The request is received from the user, resources are reserved as required (e.g. kernel buffer for indirect IO). If necessary, data in the user space is transferred into kernel buffers. Then the request is submitted to the SCSI mid level (and then onto the adapter) for execution. The SCSI mid level maintains a queue so the request may have to wait. If a SCSI device supports command queuing then it may be able to accommodate multiple outstanding requests.
Assuming the SCSI adapter supports interrupts, then an interrupt is received when the request is completed. When this interrupt arrives the data transfer is complete. This means that if the SCSI command was a READ then the data is in kernel buffers (indirect IO) or in user buffers (direct or mmap-ed IO). The sg driver is informed of this interrupt via a kernel mechanism called a "bottom half" handler. Some kernel resources are freed up.
The user makes a call to fetch the result of the request. If necessary, data in kernel buffers is transferred to the user space. If necessary, the sense buffer is written out to the user space. The remaining kernel resources associated with this request are freed up.
The write() call performs stage 1 while the read() call performs stage 3. If the read() call is made before stage 2 is complete then it will either wait or yield EAGAIN (depending on whether the file descriptor is blocking or not). If asynchronous notification is being used then stage 2 will send a SIGPOLL signal to the user process. The poll() system call will show this file descriptor is now readable (unless it was sent by the SG_IO ioctl()).
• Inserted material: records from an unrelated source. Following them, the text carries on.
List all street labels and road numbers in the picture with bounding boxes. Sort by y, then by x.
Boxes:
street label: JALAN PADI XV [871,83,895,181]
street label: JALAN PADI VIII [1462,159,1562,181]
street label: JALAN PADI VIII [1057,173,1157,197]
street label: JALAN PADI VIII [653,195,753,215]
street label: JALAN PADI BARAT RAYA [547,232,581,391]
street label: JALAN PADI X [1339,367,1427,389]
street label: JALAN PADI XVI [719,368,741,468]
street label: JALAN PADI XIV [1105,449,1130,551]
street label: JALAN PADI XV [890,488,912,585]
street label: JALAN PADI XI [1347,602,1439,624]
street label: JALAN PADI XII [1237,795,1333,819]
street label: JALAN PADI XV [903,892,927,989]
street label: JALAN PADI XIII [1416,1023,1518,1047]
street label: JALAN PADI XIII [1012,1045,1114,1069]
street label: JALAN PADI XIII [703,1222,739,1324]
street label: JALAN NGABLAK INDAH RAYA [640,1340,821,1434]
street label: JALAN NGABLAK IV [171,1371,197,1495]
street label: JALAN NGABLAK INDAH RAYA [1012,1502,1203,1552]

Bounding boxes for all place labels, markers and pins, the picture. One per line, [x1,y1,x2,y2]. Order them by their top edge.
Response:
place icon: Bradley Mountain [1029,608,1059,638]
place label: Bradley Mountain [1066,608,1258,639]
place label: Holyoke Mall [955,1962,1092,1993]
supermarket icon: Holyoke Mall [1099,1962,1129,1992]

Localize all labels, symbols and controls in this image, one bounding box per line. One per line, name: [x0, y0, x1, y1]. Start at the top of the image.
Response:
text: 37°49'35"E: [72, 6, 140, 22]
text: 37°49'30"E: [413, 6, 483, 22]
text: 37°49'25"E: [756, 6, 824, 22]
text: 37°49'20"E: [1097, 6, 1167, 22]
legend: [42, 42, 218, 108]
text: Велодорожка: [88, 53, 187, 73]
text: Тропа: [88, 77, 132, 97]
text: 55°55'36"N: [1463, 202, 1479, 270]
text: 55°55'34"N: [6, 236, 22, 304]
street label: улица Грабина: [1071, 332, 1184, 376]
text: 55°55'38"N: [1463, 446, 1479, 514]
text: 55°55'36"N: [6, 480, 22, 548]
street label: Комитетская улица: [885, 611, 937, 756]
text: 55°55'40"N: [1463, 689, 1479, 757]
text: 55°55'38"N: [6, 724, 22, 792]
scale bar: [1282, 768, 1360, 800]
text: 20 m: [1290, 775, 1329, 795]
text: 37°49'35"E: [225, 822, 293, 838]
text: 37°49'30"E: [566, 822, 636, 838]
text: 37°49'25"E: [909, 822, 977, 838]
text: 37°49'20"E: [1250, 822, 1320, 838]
The SG_IO ioctl() performs stage 1, waits for stage 2 and then performs stage 3. If the file descriptor in question is set O_NONBLOCK then SG_IO will ignore this and still block! Also a SG_IO call will not effect the poll() state nor cause a SIGPOLL signal to be sent. If you really want non-blocking operation (e.g. for command queuing) then don't use SG_IO; use the write() read() sequence instead.
For more information about normal (or indirect), direct and mmap-ed IO see Chapter 9 .
Currently the sg driver uses one Linux major device number (char 21) which in the lk 2.4 series limits it to handling 256 SCSI devices. Any attempt to attach more than this number will rejected with a message being sent to the console and the log file. 
Patches exist for sg to extend the number of SCSI devices past the 256 limit when the device file system (devfs) is being used.